Die unaufhaltsame Zerstörung von Wäldern raubt vielen Tierarten, die vom Aussterben bedroht sind, ihren Lebensraum. Dazu gehören Elefanten, Nashörner, Tiger und Orang-Utans.
Orang-Utans verbringen den Großteil ihres Lebens auf Bäumen und sind auf ihre Wälder angewiesen. Auf Kalimantan wurde innerhalb der letzten 16 Jahre die Hälfte der Orang-Utan-Population ausgerottet. Alle drei Orang-Utan-Arten sind mittlerweile vom Aussterben bedroht.
2) Luftverschmutzung
Helena Varkkey erklärt in ihrem Buch The Haze Problem in Southeast Asia: Palm Oil and Patronage, warum Brandrodungen in der Palmölindustrie ein beliebtes Mittel zur Landgewinnung sind: mit 5 US-Dollar pro Hektar sind sie die billigste Methode im Vergleich zur mechanischen Rodung (im Schnitt etwa 200 US-Dollar pro Hektar) oder der Rodung mit Bulldozern (rund 380 US-Dollar). Palmölplantagen und ihre Subunternehmer sind für fast 80 Prozent der Waldbrände in der Region verantwortlich.
Eine Folge von Bränden ist die starke Luftverschmutzung. Da Waldbrände in der Regel nicht leicht zu löschen sind, stoßen sie unaufhörlich Rauch in die Luft. So viel, dass ganze Städte, Regionen und sogar Nachbarländer im Rauch verschwinden.
Dieser Rauch ist sowohl für Menschen als auch für Tiere gesundheitsschädlich. Er kann zu außergewöhnlich frühen Todesfällen, Atemwegserkrankungen und Herzerkrankungen führen.
Palmölplantagen und ihre Subunternehmer sind für fast 80 Prozent der Waldbrände in der Region verantwortlich.

3) Landerosion
Viele Teil der Palmölplantagen werden in der Nähe von Bergen oder an steilen Hängen angelegt. Die Abholzung der Bäume mit ihrem stabilen Wurzelgeflecht trägt zu einem Anstieg von Landerosion bei. Überschwemmungen und Schlammablagerungen in Flüssen und Häfen sind nur einige Folgen davon.

4) Boden- und Wasserverschmutzung
Pestizide, Düngemittel und Abwässer verseuchen Grundwasser und Boden. Auf die Herstellung von einer Tonne Öl kommt etwa 2,5 Tonnen flüssiger Abfall.
5) Klima
Unser Planet benötigt Wälder, da sie CO2 aufnehmen und Sauerstoff zum Atmen abgeben. Zusammen mit den Ozeanen unserer Erde sorgen sie dafür, dass unser Klima im Gleichgewicht bleibt.

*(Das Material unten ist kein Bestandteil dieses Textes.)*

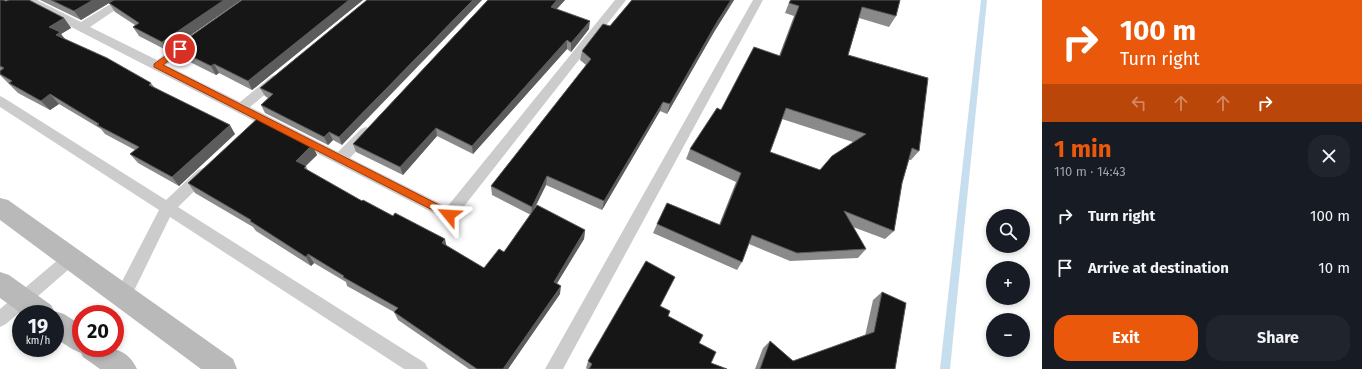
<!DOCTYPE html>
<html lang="en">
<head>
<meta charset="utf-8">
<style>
	:root { --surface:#171b24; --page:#20242c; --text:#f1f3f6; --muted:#9ea1a6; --accent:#ea580c }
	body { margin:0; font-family:"Fira Sans",sans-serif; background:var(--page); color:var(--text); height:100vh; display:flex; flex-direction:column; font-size:15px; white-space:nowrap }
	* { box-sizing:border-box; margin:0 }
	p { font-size:13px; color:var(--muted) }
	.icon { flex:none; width:22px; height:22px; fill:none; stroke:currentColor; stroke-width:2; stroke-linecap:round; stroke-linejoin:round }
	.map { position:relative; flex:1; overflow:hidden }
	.details { display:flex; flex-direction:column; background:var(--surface); width:320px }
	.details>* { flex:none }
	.hud { background:#ea580c; color:#fff; overflow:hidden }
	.tools { position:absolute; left:986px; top:209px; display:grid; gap:8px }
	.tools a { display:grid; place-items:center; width:44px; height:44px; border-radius:50%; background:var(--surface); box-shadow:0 2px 6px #0003; font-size:20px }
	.speed { position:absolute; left:12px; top:305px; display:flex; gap:8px; font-size:20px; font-weight:700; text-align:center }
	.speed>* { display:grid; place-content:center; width:52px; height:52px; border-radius:50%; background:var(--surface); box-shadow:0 2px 6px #0003; line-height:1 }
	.speed small { font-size:10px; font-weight:400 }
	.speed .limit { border:6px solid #d22; background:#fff; color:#111 }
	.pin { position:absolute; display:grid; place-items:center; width:34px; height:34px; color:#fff; margin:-17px; border:2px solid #fff; border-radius:50%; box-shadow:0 1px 4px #0007 }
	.me { position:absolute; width:44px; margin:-22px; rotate:297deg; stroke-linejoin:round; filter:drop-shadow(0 0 3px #0008) }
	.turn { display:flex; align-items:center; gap:14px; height:84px; padding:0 12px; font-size:18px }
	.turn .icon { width:52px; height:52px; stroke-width:2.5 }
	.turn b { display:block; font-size:28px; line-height:34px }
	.lanes { display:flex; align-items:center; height:38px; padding:0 12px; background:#0003; justify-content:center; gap:20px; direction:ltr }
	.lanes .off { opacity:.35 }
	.round { display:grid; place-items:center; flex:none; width:42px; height:42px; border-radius:16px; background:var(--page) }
	.head { display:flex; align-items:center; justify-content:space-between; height:68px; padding:0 12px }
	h1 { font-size:24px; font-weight:700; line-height:30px; color:var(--accent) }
	.action { display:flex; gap:8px; margin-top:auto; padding:8px 12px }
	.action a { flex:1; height:46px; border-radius:16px; background:var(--accent); color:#fff; font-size:16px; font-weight:700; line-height:46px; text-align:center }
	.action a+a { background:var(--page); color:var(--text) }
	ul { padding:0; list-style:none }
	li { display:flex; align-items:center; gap:12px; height:52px; padding:0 12px }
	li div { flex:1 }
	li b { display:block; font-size:15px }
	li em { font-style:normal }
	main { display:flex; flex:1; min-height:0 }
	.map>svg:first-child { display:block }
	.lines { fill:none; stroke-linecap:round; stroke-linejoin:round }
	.stream { fill:#c7deee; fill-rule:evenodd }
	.lane { fill:#ccc; fill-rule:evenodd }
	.secondary { fill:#b9b9b9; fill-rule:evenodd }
	.wall { fill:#8a8a8a; fill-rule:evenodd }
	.shaded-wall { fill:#5c5c5c }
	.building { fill:#161616; stroke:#5c5c5c; fill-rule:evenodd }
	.route { fill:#ea580c; stroke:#983908 }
</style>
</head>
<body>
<main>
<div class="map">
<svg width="1042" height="369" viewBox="0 0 1042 369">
	<rect width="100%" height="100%" fill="#fff"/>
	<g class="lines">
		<path class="stream" d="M981,0H987L950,369H940Z"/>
		<path class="lane" d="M24,0H37L81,22L117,0H130L90,27L157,60L189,38H197L199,41L197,44L166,65L240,102L272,76L276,75L280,76L282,79L280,82L250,107L338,152L361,129L366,127L371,129L373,132L371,135L350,158L447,207L615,0H626L454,219L449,221L77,30L25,2Z
			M753,0H763L563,369H545Z
			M0,96L4,98L166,200L198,170L203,168L208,170L210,174L208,178L178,207L425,363L428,369H404L170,217L129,301L123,303L117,301L115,296L117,291L159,210L0,107Z
			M71,251L76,253L79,258L76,263L6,324L0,327V309L66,253Z"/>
		<path class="secondary" d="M0,198L8,200L233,359L237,369H201L0,220Z
			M0,272L9,275L51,305L54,311L64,314L81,325V348C104,348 126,344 137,369H100L83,357L81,353L72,349L55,338V314H22L0,298Z"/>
	</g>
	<path class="wall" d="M0,0L64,18L71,28L61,34L65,39L151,83L154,87L235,134L179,186L138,163L130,154L135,150L105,134L101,129L59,104L50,110L18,93L0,75Z
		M40,0H241L168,51L139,36L133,27L135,25L115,12L109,3L81,20Z
		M242,0H363L252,90L219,73L216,75L180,57L174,48Z
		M367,0L342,145L333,140L328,145L265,113L261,105L268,98L265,96L260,88Z
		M488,0H565L557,9L589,29L571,52L567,49L473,154L437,136L403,175L356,152L353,144Z
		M632,0H734L714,32L667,114L660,111L602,210L546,185L534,210L585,230L584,239L557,283L560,294L508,369H469L398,320L394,312L347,286L346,282L314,263L311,266L256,231L253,227L195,193L188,183L312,145L317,155L306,166L308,171L362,201L446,245L484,268L504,252L531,215L492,195L491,186L586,65L580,60L582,51L610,26Z
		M790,0H900L896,16L889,27L859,18L848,55L919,151L911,160H909L902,183L894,231L885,239L853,227L866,249L858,258L790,261L749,244L742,262L737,270L653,233L657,224L719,225L736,182L686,159L690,149L721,110L779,56L794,16L785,13ZM782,119L853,142L820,170L770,152Z
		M675,277L660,306L668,316L699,343L711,363L727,369H587L586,368L588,361Z
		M882,292L895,369H755L763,348L770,341L793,361L865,336L873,300Z"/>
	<path class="shaded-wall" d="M93,0H114L81,20L74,11Z
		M224,0H241L168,51L162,42Z
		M349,0H363L252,90L248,81Z
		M473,0H482L342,145L339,137Z
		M557,0H565L550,16L551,7Z
		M731,0H734L714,32L667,114L670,104L717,22Z
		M64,18L71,28L61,34L67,42L64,44L49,27Z
		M590,21L589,29L571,52V43Z
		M567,40V49L473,154L472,146Z
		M214,64L219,73L216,75L211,66Z
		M50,94L59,104L50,110L41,101Z
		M663,102L660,111L602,210L604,201Z
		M230,125L235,134L179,186L172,177Z
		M436,128L437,136L403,175L400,167Z
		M329,132L333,140L328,145L324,137Z
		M312,145L317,155L301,170L296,161Z
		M547,176L546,185L531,215L532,207Z
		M585,230L584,239L553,290L554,282Z
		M445,239L447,248L442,243Z
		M308,254L314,263L311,266L306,257Z
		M561,286L560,294L508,369H503Z"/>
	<path class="building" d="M0,0H3L6,1L9,0H29L64,18L49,27L60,32L56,35L107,58L151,83L149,85L230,125L172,177L130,154L139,147L97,125L99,124L50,94L41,101L9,83L12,81L0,74V71L4,68L0,66Z
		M51,0H93L74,11Z
		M114,0H224L162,42L133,27L139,23L109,3Z
		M242,0H349L248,81L214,64L211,66L174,48Z
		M367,0H473L339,137L329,132L324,137L261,105L273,94L260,88Z
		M488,0H557L551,7L590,21L571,43L567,40L472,146L436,128L400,167L353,144Z
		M632,0H731L717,22L670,104L663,102L604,201L547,176L532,207L491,186L591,59L582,51L603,24L610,26Z
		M791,0H900L896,16L862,7L848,55L928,78L919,151L912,148L902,183L894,231L844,211L866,249L797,253L752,235L742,262L657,224L667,203L720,225L741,173L690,149L717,108L721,110L754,47L780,56L799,6L789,3ZM786,108L866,134L832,156L820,170L770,152Z
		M258,118L312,145L296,161L306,166L304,168L362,201L363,200L393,216L395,213L445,239L442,243L484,268L499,249L504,252L537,205L585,230L554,282L561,286L503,369H477L394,312L398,308L343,277L344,276L308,254L306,257L250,221L251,220L188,183Z
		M646,261L675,277L660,306L670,311L668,316L703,335L699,343L716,352L711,363L727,369H589L592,364L588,361Z
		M882,292L906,303L895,369H760L770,341L793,361L874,332Z"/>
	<path class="route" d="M178,47H183L184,49L163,65L453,212L454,215L453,217H446L154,67V64Z"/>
</svg>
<div class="tools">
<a><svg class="icon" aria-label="search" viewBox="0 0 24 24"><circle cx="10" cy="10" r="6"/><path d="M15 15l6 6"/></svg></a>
<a>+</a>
<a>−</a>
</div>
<div class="speed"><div>19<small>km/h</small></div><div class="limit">20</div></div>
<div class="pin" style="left:180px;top:49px;background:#d93025"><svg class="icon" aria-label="arrive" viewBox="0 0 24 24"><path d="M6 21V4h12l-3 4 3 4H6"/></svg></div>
<svg class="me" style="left:449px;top:215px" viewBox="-20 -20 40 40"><path d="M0-17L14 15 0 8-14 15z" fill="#ea580c" stroke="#fff" stroke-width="4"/></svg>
</div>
<section class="details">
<div class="hud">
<div class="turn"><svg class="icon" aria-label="right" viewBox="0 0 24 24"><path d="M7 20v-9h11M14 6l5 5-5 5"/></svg><div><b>100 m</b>Turn right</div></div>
<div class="lanes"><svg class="icon off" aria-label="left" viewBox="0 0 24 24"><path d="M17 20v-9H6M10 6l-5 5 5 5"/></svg><svg class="icon off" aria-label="ahead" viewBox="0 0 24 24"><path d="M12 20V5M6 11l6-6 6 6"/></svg><svg class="icon off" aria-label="ahead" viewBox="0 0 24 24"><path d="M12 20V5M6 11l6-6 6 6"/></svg><svg class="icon" aria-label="right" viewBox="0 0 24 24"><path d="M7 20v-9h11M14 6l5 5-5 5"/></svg></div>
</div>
<div class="head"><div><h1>1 min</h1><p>110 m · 14:43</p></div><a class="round"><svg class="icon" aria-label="close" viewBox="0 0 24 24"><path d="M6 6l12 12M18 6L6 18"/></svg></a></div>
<ul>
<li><svg class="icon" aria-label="right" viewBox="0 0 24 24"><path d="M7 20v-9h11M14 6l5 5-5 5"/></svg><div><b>Turn right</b></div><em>100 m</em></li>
<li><svg class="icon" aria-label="arrive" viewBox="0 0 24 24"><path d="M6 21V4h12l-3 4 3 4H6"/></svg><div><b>Arrive at destination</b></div><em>10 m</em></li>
</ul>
<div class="action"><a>Exit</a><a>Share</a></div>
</section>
</main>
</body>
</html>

Werden im Zuge des Palmölanbaus riesige Wälder zerstört, fehlen uns diese „CO2-Schlucker“. Außerdem setzt die Brandrodung eine zusätzliche Menge an CO2 frei, die ungehindert in die Atmosphäre aufsteigen kann.
Doch damit nicht genug. In ihrem Buch beschreibt Helena Varkkey, dass bis zu 90 Prozent der Brände für Palmölplantagen auf ehemaligen Torfwäldern stattfinden. In Indonesien befinden sich die größten Torwälder weltweit. Etwa 45 Prozent der 26,5 Millionen Hektar Torfwälder Indonesiens wurden zu jener Zeit bereits entwaldet oder trockengelegt.

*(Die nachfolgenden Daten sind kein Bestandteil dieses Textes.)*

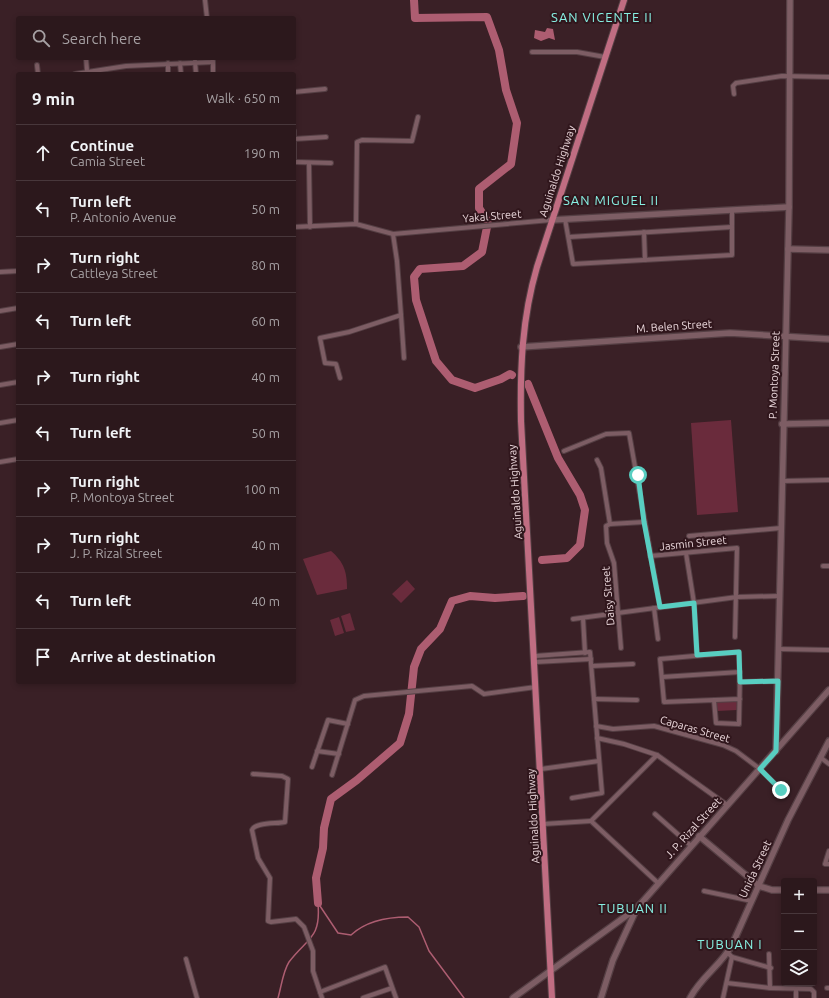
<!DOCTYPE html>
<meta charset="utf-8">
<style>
:root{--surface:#2c181c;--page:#342125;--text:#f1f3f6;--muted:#a6a0a3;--line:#48373b}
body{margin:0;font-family:Ubuntu,sans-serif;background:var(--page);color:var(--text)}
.controls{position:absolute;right:12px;bottom:12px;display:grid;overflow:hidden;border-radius:4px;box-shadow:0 2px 6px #0003}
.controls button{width:36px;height:36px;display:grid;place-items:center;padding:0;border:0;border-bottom:1px solid var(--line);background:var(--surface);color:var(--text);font:20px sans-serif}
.stop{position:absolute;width:12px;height:12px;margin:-9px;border:3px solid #58cec1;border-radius:50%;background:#fff}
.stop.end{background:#58cec1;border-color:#fff;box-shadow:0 1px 4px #0008}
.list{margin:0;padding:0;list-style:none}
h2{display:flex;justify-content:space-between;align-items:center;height:52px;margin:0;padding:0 16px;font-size:17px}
h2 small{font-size:13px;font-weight:400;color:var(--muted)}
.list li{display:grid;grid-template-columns:26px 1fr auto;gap:12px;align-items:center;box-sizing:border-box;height:56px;padding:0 16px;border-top:1px solid var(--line)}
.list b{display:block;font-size:15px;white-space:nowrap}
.list p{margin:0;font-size:13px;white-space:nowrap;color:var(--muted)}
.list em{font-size:13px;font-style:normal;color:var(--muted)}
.icon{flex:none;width:22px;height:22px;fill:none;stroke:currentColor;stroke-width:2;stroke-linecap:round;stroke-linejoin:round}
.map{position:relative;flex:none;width:829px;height:998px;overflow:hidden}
.search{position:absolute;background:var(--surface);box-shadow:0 2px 6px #0003;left:16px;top:16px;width:280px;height:44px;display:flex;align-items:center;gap:10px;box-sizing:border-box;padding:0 14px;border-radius:4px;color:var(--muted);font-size:15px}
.panel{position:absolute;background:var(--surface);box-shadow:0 2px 6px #0003;left:16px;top:72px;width:280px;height:612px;border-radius:4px}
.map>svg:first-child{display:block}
.green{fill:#6a2b3c}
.water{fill:#ad5d71}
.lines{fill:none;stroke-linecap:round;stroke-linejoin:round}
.stream{stroke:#ad5d71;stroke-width:1.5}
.river{stroke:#ad5d71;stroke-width:8}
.street-casing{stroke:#553f44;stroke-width:6}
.secondary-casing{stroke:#553f44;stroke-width:8}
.primary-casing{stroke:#553f44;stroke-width:8}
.street{stroke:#7d5d64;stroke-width:4}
.secondary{stroke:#7d5d64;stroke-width:5.5}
.primary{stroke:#c06d82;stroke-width:6}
.route{stroke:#58cec1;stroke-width:5}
.labels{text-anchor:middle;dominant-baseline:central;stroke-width:4;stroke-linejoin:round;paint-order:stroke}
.street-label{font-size:11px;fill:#ead7db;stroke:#30161c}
.quarter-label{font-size:13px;letter-spacing:1px;fill:#87f0e3;stroke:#30161c}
</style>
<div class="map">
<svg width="829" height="998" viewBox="0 0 829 998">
<rect width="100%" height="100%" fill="#3a2026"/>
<g class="green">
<path d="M731,420L738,512L697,515L691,423Z"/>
<path d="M331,551C344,562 347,572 347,589L317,595L303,559Z"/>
<path d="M407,580L415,589L401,603L392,594Z"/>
<path d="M350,613L355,630L346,632L341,616Z"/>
<path d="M339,617L344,633L335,636L330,620Z"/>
<path d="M737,701V710L717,711V702Z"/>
</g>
<path class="water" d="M547,28L553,29L555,40L549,38L541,41L534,38L535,30L545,32Z"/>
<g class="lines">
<g class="stream">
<path d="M318,903L338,933L351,935C366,921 389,917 408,917L419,927L429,951L464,998"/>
<path d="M278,998C281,988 283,971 289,962C307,938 321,939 318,904"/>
</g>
<g class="river">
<path d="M414,0L415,18L487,17L499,50L506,90L517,123L511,164L479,189V208L488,222L482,252L463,266L420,269L414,277L416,300L436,361L452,380L475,388L501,379L510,374L512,375"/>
<path d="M528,384L558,458L580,495L585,510L580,545L567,558L542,560"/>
<path d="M318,903L316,878L323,848L324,828L331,799L357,780L400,743L409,714L414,667L421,649L440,629L452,601L470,596L495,598L523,596"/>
</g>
<defs>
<g id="street">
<path d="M205,0L207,18"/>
<path d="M532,52H577L605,57"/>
<path d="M86,58L87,71"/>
<path d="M195,61L196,74"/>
<path d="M213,62V74"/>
<path d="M168,63V74"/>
<path d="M180,63L181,74"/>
<path d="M37,65L38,74"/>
<path d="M75,74L126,66L213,62L212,58"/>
<path d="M294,92L325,89"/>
<path d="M734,94L733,86L736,83L782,76L829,77"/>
<path d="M294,131V162"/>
<path d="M294,139L326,137"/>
<path d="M295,162L331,163"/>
<path d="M309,163L310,227"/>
<path d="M565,219L573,264L732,255V211"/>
<path d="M356,224L357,142L362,140L412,141L418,117"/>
<path d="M294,227L356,224L393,234L551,220"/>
<path d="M644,232L645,260"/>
<path d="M569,237L732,227"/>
<path d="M0,272L18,271"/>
<path d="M0,311L18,308"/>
<path d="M401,315L404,358"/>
<path d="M0,347L18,344"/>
<path d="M340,378L336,364L325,363L320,338L349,332L401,315L397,261L393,234"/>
<path d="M0,385L18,382"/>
<path d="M0,423L18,420"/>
<path d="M564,451L606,434L629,433L660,607"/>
<path d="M597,460L601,468L610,524"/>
<path d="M0,462L18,459"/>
<path d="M782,481L829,480"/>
<path d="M689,536L781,528"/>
<path d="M686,553L694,603L697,655"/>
<path d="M650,556L737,548L735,637"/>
<path d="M823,566H829"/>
<path d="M654,608L658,639"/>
<path d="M583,618L585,653"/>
<path d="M573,619L737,597L780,596"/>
<path d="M621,648L614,563L607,543L606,526L610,524L644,522"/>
<path d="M778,649L829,650"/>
<path d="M535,656L590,652L602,793L572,798"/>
<path d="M535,662L591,659"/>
<path d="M592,666L633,664"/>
<path d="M662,677L740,672"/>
<path d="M740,682L778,681"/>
<path d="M594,699L637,700"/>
<path d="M714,700L716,723L739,724C740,700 740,676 739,652L660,659L664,702L740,699"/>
<path d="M596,726L613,729L654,726L723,745L736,751L760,769L781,790"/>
<path d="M597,738L624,744L657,755L727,805"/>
<path d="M317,751L339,754"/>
<path d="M820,757L829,764"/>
<path d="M312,767L328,720L348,724"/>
<path d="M541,769L599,761"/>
<path d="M253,774L282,776L288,779L285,822C277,824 255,822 252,830L258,858L270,878L268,921L271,922L296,919L304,927L313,951V971L322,998"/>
<path d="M332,775L355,700L364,696L472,686L484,694L536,687"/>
<path d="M655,814L690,845"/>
<path d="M591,821L657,755"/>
<path d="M591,821L658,883"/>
<path d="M543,824L591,821"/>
<path d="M829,851L825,864H829"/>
<path d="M704,891L752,901"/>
<path d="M728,953L732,957L771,968"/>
<path d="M769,954L770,988"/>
<path d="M186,959L197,998"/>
<path d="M727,983L770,988L811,989L814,992V998"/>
<path d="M827,988H829"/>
<path d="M796,989V998"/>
<path d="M320,992L385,967L396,998"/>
<path d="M363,998L392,988"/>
<path d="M723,998L732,957"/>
</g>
<g id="secondary">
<path d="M551,220L789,207"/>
<path d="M788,249L829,250"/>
<path d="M521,347L730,333L829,339"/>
<path d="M782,424L829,423"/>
<path d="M776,751L789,207L790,0"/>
<path d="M699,836L759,886L772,890H784"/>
<path d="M814,890H829"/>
<path d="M513,998L637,908"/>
<path d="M601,998L613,960L637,908L829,690"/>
<path d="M690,998C701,977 721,965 732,945L788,820L829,741"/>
</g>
<path id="primary" d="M552,998L521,421C520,368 522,318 537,267L624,0"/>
</defs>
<use href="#street" class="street-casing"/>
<use href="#secondary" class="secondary-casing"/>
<use href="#primary" class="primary-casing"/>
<use href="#street" class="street"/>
<use href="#secondary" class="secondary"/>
<use href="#primary" class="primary"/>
</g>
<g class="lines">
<path class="route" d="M638,475L644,522L660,607L694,603L697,655L739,652L740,682L778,681L776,751L760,769L781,790"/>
</g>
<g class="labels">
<g class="street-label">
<text transform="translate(557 171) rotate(-72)">Aguinaldo Highway</text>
<text transform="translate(492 216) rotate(-5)">Yakal Street</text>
<text transform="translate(674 326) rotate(-4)">M. Belen Street</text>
<text transform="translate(774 375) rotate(-88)">P. Montoya Street</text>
<text transform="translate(515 492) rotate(-94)">Aguinaldo Highway</text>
<text transform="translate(693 543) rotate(-6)">Jasmin Street</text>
<text transform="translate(608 596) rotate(-95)">Daisy Street</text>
<text transform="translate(695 729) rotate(16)">Caparas Street</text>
<text transform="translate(533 816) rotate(-93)">Aguinaldo Highway</text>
<text transform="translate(693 828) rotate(-48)">J. P. Rizal Street</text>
<text transform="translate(755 869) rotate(-65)">Unida Street</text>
</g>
<g class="quarter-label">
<text x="602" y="17">SAN VICENTE II</text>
<text x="611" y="200">SAN MIGUEL II</text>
<text x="633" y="908">TUBUAN II</text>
<text x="730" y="944">TUBUAN I</text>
</g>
</g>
</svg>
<div class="controls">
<button>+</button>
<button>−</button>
<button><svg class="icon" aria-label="layers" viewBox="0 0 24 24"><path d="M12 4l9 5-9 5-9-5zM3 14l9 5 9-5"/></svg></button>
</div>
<div class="stop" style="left:638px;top:475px"></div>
<div class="stop end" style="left:781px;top:790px"></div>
<div class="search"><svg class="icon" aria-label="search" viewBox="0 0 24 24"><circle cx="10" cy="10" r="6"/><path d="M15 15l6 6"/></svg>Search here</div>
<section class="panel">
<h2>9 min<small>Walk · 650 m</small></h2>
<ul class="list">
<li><svg class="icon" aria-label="ahead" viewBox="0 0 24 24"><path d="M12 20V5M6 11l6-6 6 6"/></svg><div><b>Continue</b><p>Camia Street</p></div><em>190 m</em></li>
<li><svg class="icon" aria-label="left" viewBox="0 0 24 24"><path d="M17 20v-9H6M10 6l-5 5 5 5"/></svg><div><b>Turn left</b><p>P. Antonio Avenue</p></div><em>50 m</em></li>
<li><svg class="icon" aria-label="right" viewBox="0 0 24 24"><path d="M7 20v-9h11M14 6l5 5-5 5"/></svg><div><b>Turn right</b><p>Cattleya Street</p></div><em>80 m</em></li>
<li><svg class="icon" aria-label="left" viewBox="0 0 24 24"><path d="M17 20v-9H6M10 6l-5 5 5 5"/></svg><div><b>Turn left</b></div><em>60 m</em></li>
<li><svg class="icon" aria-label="right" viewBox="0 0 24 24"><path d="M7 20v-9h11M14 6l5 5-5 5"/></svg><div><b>Turn right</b></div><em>40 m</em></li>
<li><svg class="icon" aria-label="left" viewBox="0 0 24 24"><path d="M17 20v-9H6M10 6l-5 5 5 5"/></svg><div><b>Turn left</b></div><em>50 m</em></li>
<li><svg class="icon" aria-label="right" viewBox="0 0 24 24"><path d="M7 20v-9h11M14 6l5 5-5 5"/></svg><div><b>Turn right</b><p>P. Montoya Street</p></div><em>100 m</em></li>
<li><svg class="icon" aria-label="right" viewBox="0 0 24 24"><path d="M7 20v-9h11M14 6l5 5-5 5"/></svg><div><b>Turn right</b><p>J. P. Rizal Street</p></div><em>40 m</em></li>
<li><svg class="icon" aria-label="left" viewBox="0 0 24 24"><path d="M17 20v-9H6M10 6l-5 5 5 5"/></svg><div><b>Turn left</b></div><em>40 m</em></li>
<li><svg class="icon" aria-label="arrive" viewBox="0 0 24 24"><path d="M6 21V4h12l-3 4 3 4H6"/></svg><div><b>Arrive at destination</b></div></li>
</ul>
</section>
</div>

Torfwälder bzw. Torfmoore spielen in unserem Ökosystem eine besondere Rolle. Es sind stockende tropische Feuchtwälder, auf denen sich eine dicke Schicht von saurem Torf gebildet hat. Diese kann teilweise über zwei Meter dick sein. Das Besondere: Torfwälder können bis zu 50 Mal mehr Kohlenstoff speichern als eine gleich große Fläche Regenwald auf einer anderen Bodenart. Somit tragen sie als „Kohlenstoffspeicher“ einen entscheidenden Beitrag zu unserem globalen Klima bei.
Sobald Torfwälder demnach trockengelegt werden, setzen diese enorme Mengen CO2 frei und können nicht mehr als Kohlenstoffspeicher dienen.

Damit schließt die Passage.